Chemical and physical data
- Formula: C_{11}H_{17}NO_{2}
- Molar mass: 195.262 g·mol^{−1}
- 3D model (JSmol): Interactive image;
- SMILES CC(CC1=CC(=C(C=C1)O)OC)NC;
- InChI InChI=1S/C11H17NO2/c1-8(12-2)6-9-4-5-10(13)11(7-9)14-3/h4-5,7-8,12-13H,6H2,1-3H3; Key:UVDWYWYWOMOEFX-UHFFFAOYSA-N;

= 4-Hydroxy-3-methoxymethamphetamine =

Chemical compound

4-Hydroxy-3-methoxymethamphetamine (HMMA) is an active metabolite of 3,4-methylenedioxymethamphetamine (MDMA). It is a slightly more potent stimulant than MDMA in rodents. The drug is substantially less potent than MDMA as a monoamine releasing agent in vitro. Nonetheless, HMMA has been found to induce the release of serotonin, norepinephrine, and dopamine with EC_{50} values of 589 nM, 625 nM, and 607–2884 nM, respectively, and hence acts as a lower-potency serotonin–norepinephrine–dopamine releasing agent (SNDRA).
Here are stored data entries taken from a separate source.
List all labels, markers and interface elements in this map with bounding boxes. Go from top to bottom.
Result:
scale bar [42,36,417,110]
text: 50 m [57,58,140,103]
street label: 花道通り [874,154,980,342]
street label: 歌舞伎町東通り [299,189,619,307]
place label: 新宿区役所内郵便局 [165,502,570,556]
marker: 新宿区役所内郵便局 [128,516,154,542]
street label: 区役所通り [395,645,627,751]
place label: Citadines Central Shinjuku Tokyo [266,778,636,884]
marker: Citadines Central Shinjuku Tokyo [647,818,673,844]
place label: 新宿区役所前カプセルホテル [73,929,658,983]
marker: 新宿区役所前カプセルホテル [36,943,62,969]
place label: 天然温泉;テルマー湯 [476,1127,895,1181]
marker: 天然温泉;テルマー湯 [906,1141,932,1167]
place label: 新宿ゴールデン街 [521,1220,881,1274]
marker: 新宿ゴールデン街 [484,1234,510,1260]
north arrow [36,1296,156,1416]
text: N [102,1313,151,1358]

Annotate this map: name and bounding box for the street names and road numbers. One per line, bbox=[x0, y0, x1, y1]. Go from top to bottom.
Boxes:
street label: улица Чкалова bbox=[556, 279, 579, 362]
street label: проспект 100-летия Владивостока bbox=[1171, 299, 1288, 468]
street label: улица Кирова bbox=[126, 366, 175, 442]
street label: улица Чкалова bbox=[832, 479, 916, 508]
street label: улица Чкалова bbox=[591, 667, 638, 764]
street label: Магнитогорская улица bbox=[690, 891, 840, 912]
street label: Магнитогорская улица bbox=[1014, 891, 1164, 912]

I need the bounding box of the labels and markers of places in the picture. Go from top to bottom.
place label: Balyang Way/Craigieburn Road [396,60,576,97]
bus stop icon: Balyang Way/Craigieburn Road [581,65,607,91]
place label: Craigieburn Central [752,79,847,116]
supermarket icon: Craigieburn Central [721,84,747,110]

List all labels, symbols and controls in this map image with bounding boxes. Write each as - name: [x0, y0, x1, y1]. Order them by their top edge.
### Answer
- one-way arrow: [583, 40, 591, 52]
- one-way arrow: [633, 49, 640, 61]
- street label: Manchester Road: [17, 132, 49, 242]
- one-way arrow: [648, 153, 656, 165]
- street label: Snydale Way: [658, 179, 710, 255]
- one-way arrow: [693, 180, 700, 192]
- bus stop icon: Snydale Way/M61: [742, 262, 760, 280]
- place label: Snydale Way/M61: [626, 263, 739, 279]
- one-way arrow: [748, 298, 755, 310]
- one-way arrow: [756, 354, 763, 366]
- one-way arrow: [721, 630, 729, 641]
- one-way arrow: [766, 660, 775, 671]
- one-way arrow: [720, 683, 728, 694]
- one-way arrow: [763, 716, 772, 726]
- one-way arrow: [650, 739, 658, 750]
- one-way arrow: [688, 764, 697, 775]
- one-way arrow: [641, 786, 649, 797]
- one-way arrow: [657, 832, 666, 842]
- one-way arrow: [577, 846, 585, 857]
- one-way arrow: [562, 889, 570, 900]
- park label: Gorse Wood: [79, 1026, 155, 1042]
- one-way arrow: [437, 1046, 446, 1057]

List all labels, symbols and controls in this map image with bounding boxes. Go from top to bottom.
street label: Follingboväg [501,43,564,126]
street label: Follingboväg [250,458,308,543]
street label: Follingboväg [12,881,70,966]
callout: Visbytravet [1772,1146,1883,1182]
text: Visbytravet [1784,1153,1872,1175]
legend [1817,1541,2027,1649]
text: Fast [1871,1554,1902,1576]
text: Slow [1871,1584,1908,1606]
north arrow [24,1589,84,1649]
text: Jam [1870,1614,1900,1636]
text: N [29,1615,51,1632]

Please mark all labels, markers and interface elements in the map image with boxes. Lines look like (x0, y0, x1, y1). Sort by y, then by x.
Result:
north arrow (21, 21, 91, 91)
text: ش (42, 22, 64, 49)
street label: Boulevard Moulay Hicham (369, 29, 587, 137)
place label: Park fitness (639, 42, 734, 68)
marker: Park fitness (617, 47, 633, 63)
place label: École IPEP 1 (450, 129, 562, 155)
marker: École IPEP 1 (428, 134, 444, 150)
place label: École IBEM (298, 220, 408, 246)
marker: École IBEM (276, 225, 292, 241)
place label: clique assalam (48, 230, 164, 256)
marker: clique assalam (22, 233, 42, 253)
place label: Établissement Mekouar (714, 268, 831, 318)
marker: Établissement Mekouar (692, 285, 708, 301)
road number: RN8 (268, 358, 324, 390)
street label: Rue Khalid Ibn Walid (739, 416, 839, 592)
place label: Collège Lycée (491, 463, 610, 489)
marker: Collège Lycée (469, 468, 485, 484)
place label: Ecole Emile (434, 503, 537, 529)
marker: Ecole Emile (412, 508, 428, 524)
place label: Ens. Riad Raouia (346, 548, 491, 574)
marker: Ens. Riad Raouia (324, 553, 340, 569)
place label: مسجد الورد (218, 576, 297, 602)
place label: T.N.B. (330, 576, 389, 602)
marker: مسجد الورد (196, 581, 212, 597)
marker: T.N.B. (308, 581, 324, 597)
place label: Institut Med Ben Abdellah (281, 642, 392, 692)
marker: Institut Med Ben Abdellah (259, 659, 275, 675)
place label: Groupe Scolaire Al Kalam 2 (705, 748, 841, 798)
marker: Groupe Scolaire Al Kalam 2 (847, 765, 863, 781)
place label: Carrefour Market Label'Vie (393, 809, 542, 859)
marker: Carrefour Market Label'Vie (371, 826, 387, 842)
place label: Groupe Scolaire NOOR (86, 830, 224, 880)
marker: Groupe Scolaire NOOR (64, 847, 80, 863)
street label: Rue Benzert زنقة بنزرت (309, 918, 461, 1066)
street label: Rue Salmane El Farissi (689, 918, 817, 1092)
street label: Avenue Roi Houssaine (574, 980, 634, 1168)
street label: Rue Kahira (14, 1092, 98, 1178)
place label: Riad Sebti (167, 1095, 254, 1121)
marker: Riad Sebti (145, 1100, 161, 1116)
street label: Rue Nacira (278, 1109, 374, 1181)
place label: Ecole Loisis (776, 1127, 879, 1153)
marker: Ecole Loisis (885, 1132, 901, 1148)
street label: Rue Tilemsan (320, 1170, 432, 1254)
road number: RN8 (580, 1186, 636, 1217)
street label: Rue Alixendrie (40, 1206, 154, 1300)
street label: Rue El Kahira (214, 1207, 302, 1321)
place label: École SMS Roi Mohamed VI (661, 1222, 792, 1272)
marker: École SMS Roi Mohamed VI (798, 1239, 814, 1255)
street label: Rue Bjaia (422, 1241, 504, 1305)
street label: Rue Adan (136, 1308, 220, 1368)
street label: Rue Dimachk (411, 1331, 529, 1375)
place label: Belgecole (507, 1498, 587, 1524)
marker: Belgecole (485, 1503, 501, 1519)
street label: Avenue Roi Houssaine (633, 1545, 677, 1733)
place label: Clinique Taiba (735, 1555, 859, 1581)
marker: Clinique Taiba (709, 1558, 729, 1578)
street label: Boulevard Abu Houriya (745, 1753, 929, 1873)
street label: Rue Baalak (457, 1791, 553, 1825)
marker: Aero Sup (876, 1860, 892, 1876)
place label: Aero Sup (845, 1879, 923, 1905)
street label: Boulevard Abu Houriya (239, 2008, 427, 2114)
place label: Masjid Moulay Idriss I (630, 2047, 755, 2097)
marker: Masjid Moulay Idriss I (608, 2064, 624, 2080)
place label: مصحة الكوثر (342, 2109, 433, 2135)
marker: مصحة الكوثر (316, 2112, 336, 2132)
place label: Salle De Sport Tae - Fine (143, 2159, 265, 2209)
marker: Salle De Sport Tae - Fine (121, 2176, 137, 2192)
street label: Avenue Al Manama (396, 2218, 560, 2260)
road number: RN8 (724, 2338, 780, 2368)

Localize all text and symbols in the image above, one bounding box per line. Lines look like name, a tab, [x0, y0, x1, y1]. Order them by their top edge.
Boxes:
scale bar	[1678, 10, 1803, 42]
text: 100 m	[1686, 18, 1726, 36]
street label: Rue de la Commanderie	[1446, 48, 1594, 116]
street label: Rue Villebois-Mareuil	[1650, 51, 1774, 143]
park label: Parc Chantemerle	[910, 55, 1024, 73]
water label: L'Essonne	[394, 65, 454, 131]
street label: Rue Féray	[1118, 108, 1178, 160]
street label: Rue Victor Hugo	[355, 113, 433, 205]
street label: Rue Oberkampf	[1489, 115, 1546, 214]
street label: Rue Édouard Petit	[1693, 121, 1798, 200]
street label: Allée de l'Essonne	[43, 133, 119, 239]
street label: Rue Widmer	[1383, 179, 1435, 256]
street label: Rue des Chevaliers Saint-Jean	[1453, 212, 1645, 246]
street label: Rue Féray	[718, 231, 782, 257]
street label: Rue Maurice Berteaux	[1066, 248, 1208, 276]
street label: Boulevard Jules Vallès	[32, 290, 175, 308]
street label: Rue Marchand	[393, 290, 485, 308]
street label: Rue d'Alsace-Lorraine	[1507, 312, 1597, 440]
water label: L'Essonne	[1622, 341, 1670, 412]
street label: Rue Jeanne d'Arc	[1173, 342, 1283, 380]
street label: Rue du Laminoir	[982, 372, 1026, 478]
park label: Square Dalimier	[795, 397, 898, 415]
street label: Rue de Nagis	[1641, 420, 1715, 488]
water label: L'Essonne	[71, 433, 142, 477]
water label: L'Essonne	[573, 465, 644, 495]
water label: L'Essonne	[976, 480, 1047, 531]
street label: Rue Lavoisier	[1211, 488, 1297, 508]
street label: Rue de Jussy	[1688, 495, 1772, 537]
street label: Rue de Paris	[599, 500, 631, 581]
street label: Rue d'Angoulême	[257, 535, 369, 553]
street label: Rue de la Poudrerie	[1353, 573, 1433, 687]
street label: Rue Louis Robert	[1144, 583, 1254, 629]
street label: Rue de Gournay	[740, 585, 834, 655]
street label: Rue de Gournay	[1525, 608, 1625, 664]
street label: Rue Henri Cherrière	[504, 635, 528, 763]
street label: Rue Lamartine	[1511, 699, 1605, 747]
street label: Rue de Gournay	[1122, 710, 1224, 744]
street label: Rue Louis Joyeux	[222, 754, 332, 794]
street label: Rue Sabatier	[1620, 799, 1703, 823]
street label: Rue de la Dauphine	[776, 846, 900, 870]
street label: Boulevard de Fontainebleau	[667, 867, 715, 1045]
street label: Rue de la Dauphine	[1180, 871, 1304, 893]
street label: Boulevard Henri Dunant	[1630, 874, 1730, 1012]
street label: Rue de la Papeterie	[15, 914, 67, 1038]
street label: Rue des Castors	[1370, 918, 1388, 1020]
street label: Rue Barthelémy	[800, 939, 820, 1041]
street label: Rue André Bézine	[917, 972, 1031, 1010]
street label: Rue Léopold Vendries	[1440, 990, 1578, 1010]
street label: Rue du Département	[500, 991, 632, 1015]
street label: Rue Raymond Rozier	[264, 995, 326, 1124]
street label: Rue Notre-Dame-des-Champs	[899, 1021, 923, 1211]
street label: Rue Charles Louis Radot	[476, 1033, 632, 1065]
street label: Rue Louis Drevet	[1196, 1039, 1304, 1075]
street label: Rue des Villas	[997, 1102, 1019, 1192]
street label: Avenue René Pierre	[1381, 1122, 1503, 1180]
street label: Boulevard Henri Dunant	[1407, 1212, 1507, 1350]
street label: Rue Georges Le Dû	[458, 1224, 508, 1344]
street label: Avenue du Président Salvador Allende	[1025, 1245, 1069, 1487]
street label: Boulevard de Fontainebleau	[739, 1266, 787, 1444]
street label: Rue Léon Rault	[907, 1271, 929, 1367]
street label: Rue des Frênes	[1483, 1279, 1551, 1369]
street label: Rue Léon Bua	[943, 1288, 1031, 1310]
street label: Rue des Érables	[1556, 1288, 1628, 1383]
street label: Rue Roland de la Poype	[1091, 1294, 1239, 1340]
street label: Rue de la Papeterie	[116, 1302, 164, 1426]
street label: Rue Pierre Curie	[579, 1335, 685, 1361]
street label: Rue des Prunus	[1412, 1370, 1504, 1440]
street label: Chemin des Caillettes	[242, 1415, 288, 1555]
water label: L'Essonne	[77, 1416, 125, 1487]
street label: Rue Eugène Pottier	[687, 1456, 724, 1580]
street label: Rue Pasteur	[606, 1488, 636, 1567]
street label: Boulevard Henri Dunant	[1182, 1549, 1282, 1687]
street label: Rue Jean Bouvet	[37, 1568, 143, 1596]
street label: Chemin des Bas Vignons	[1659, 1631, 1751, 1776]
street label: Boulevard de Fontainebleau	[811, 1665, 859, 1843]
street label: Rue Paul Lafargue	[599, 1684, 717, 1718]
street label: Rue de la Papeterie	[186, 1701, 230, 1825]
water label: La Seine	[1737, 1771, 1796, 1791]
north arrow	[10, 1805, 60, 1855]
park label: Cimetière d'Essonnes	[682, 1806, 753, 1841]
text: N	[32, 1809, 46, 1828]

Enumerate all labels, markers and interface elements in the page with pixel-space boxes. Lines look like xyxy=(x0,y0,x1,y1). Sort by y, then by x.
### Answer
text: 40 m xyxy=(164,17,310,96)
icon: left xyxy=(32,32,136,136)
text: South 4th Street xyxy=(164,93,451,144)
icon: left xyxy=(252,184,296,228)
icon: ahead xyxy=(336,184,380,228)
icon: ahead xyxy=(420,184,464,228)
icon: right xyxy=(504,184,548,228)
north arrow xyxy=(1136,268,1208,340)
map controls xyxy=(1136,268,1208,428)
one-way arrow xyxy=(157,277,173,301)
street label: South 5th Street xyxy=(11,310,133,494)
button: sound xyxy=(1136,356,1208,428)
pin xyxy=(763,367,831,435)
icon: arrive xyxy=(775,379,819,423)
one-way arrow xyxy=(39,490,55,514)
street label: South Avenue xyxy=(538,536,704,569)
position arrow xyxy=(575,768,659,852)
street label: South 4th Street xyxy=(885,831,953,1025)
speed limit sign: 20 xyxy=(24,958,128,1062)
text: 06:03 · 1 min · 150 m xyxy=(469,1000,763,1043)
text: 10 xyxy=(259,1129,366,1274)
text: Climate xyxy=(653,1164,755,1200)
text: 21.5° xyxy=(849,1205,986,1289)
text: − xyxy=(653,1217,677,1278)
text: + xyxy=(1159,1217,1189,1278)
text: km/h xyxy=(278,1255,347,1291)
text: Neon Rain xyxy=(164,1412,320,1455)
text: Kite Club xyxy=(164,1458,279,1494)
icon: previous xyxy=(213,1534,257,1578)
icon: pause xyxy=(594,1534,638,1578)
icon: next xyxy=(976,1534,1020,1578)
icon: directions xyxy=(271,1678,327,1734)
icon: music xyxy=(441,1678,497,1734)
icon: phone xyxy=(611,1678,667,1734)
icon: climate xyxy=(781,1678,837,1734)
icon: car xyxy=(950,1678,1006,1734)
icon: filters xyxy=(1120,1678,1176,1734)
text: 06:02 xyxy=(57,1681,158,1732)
The predicted log P of HMMA is 1.2.

== See also ==
- Substituted amphetamine
- 4-Hydroxy-3-methoxyamphetamine (HMA)
- 3,4-Dihydroxyamphetamine (HHA; α-methyldopamine)
- 3,4-Dihydroxymethamphetamine (HHMA; α-methylepinine)
- 2,4,5-Trihydroxyamphetamine (THA)
- 2,4,5-Trihydroxymethamphetamine (THMA)
- 3,4-Dihydroxymethcathinone (HHMC)
- 4-Hydroxy-3-methoxymethcathinone (HMMC)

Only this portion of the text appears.